I was motivated to write a JavaScript plugin to make reading local files easier. I wanted this plugin to have no library dependancies so it could be accessible to anyone wanting to write an application that reads files. You can read the original blog entry about the motivation behind filereader.js for some more context.

Enter FileReader.js

See the full FileReader project page and demo on Github. I also keep an updated version FileReader.js annotated source code if you’d like to dig through the source.

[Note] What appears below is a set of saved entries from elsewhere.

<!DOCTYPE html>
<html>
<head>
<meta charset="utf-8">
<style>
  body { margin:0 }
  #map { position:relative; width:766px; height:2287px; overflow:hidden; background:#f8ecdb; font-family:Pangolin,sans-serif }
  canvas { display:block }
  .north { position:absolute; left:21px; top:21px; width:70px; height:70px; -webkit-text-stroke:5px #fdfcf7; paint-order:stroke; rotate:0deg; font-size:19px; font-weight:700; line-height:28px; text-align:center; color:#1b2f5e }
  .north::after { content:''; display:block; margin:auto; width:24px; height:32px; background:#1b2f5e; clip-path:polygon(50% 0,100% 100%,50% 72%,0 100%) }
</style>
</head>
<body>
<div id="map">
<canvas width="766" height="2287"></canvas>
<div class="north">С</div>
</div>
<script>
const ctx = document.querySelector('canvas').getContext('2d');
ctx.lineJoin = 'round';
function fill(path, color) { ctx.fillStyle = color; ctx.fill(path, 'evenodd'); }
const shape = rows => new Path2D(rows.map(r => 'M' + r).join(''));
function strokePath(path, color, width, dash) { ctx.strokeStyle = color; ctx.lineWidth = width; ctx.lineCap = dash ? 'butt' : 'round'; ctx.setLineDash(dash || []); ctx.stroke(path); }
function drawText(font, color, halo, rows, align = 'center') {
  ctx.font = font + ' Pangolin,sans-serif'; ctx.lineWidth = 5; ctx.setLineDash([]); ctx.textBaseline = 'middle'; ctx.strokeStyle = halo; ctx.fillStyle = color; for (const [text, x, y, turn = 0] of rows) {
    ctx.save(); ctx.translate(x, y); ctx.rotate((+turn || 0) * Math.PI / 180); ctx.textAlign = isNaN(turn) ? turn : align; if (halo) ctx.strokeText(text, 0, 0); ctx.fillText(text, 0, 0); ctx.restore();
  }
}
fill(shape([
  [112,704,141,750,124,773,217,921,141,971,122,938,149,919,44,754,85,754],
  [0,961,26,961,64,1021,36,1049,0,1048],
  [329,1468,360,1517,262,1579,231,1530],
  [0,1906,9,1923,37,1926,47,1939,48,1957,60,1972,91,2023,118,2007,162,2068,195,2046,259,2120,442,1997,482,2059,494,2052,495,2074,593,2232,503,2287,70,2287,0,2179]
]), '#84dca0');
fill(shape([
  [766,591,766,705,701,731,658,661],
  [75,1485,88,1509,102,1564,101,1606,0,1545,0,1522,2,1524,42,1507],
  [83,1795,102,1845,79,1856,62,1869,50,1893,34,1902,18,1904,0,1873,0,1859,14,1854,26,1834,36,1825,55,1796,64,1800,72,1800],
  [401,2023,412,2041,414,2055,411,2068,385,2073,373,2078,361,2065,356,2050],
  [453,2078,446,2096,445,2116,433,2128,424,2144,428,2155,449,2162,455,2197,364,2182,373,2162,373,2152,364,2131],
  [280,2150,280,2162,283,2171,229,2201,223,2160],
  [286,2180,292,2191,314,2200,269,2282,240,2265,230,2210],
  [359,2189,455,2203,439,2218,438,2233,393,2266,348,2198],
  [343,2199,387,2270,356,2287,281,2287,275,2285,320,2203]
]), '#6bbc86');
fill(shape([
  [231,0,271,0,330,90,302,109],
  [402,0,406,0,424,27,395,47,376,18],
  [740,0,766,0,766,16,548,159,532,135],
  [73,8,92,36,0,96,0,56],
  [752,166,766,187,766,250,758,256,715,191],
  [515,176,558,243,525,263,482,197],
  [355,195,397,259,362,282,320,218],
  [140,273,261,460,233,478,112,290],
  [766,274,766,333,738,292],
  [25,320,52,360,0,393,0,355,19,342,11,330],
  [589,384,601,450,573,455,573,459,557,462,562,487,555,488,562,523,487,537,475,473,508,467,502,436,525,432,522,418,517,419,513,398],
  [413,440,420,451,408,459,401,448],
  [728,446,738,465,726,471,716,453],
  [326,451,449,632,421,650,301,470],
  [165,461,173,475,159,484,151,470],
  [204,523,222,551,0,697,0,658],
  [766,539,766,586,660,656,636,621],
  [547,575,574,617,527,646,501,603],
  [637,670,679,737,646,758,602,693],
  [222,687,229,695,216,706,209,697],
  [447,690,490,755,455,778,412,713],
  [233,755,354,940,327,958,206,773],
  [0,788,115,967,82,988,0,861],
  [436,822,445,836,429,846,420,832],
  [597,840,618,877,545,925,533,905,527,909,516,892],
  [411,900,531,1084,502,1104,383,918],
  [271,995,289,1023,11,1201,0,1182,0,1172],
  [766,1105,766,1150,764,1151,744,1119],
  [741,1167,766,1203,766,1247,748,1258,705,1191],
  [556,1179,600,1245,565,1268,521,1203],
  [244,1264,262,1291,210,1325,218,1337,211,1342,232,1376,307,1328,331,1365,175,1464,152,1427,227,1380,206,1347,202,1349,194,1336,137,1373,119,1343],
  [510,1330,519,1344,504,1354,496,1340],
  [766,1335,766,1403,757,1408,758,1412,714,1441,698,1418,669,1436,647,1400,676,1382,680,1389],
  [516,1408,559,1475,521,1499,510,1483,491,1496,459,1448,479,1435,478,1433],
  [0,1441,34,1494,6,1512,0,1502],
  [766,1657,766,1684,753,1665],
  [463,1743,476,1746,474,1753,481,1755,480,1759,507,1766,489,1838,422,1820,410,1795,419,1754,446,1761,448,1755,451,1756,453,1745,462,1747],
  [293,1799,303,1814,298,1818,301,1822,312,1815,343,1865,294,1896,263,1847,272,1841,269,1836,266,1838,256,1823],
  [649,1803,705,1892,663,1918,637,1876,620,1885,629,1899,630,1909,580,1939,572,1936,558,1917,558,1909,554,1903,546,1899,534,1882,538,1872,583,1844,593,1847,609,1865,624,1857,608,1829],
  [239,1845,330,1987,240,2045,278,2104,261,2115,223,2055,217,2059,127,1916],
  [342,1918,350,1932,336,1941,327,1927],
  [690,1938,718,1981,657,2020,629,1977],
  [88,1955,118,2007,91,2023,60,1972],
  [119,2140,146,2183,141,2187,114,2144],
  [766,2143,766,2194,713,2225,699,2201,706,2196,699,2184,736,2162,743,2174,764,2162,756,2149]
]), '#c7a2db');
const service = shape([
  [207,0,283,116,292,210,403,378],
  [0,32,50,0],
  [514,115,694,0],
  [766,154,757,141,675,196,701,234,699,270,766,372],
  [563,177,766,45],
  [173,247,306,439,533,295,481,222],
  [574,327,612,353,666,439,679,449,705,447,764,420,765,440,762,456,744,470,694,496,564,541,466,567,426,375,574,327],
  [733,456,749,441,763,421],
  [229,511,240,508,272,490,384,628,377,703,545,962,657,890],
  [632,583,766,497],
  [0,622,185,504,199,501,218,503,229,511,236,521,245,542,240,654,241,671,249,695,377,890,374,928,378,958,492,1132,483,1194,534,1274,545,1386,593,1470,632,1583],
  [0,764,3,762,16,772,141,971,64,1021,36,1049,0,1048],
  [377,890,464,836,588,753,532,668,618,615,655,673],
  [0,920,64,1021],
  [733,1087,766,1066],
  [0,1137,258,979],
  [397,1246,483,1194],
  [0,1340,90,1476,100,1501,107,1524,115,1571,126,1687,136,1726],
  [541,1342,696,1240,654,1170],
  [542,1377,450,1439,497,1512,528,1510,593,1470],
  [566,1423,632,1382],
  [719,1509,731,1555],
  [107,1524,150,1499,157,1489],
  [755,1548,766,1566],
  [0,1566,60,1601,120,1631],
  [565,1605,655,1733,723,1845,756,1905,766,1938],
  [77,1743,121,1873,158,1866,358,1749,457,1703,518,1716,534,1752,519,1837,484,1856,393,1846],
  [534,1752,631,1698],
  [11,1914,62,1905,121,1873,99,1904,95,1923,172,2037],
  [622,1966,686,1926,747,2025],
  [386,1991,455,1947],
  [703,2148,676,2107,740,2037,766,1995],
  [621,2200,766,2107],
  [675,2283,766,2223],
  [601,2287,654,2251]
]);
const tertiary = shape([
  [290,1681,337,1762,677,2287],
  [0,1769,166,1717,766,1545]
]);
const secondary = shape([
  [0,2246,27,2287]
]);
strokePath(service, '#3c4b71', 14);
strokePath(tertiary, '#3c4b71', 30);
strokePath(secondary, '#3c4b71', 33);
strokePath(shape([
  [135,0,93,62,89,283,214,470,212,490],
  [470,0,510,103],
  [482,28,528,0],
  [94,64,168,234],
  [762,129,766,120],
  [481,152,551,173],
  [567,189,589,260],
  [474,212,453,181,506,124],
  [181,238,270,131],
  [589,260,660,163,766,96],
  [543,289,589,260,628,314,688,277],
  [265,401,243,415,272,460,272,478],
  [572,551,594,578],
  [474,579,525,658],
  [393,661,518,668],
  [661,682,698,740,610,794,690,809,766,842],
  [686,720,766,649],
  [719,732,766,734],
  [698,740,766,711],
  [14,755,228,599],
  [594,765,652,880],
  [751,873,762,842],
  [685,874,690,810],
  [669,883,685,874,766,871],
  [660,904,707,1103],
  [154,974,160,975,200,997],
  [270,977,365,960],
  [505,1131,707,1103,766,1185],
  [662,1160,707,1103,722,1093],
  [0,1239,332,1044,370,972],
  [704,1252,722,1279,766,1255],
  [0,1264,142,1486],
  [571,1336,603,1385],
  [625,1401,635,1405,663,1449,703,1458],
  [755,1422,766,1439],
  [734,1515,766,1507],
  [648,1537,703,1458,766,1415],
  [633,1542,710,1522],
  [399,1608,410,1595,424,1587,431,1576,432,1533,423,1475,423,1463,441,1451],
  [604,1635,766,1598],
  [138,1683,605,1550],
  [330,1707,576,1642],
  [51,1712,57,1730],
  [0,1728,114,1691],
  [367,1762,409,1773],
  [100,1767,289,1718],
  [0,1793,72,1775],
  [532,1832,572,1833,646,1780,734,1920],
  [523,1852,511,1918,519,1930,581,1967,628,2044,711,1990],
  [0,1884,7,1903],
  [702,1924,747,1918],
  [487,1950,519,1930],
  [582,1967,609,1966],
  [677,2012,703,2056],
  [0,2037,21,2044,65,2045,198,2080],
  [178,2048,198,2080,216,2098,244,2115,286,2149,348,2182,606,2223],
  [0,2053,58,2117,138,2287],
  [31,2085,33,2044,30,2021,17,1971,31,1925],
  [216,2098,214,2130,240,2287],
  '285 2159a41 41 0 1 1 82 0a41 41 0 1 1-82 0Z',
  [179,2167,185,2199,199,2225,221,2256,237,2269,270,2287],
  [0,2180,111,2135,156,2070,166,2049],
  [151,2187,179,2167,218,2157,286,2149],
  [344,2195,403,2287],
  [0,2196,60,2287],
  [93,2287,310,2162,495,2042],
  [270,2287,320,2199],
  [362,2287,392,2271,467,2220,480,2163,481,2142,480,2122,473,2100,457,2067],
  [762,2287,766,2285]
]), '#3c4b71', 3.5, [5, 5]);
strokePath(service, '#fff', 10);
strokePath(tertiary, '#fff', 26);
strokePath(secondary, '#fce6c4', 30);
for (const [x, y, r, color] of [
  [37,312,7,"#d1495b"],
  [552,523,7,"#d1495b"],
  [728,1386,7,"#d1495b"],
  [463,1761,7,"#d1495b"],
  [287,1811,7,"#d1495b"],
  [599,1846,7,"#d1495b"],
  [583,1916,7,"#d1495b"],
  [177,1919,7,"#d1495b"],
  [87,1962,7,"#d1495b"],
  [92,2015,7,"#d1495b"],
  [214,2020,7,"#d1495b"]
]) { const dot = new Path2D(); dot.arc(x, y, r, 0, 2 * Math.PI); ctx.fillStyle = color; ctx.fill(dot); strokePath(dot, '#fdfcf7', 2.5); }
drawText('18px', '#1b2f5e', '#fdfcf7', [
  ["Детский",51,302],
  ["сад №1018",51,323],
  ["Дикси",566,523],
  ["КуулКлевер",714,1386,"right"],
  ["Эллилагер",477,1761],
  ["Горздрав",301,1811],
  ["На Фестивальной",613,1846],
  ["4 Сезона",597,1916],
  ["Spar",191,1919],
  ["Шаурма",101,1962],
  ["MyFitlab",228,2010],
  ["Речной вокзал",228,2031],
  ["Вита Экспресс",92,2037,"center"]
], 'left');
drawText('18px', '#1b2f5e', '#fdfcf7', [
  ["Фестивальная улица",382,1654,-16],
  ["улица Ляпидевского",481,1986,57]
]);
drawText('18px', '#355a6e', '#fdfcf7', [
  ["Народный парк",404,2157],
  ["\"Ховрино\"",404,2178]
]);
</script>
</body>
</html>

Ways to Access Local Files in JavaScript

There are currently 3 ways to access a user’s files. Not all browsers support all of the ways, and I will do my best to document some of the limitations and implementations of each.

Choose files from (or drag/drop them onto) a file input

FileReaderJS.setupInput(document.getElementById('file-input'), opts);

There is a way to bind to the change event on a file input, and access the files via input.files. Additionally, I bind to the drop event, and access the file collection via event.dataTransfer.files.

Drag/drop files onto any element

FileReaderJS.setupDrop(document.getElementById('dropzone'), opts);

This is a commonly requested way to access a users files – let them just drop them onto the page! This is how Instant Sprite and MotherEffingAnimatedGif use the FileReader.js plugin.

The drag and drop code is a little… difficult to work with.

There are at least two tricks to this drop event that might not be obvious at first glance.

The first is that we want to prevent the browser from redirecting if a user misses the drop zone. By binding the drop event on the body, and preventing default.

The next trick is that if the dragstart event happened on the body, this was caused by the user clicking and dragging an item on the page. We don’t care about the results of the drag/drop event in that case. That is why there is a capturing dragstart and dragend events bound to the body, and this bit is checked on the events bound to the dropbox. We can avoid setting active CSS classes and processing the drop event if it was started on the body.

Capture the paste event on the document to access clipboard content.

FileReaderJS.setupClipboard(document.body, opts);

This is one of the coolest ideas, but flakiest implementations across browsers. I love the idea of being able to print screen or copy a file from my file browser and just paste it into the website.

Cool parts about Copy / Paste

You can print screen, or use the snipping tool in Windows and directly paste this into the screen. Try this out on the demo – it’s pretty neat.

Issues with Copy / Paste from File Browsers
  • In OSX – I can copy/paste files out of the Finder, but it only gets the first one. And if the file is a non-image, then it actually pastes the thumbnail of the file type association (so a little PDF icon for a PDF, etc). There is also no filename that gets passed in (so I just call it “Clipboard 1”, “Clipboard 2”, etc.
  • In Windows – I can’t seem to copy/paste files out of Explorer.


A neat part about using a plugin for handling the direct FileReader access is that we can transparently replace the technology behind the scenes, but keep your code the same. There is an option to set FileReaderJS.sync = true, and if your browser supports it – the files will be read inside of a WebWorker instead of inside the main event loop in your browser.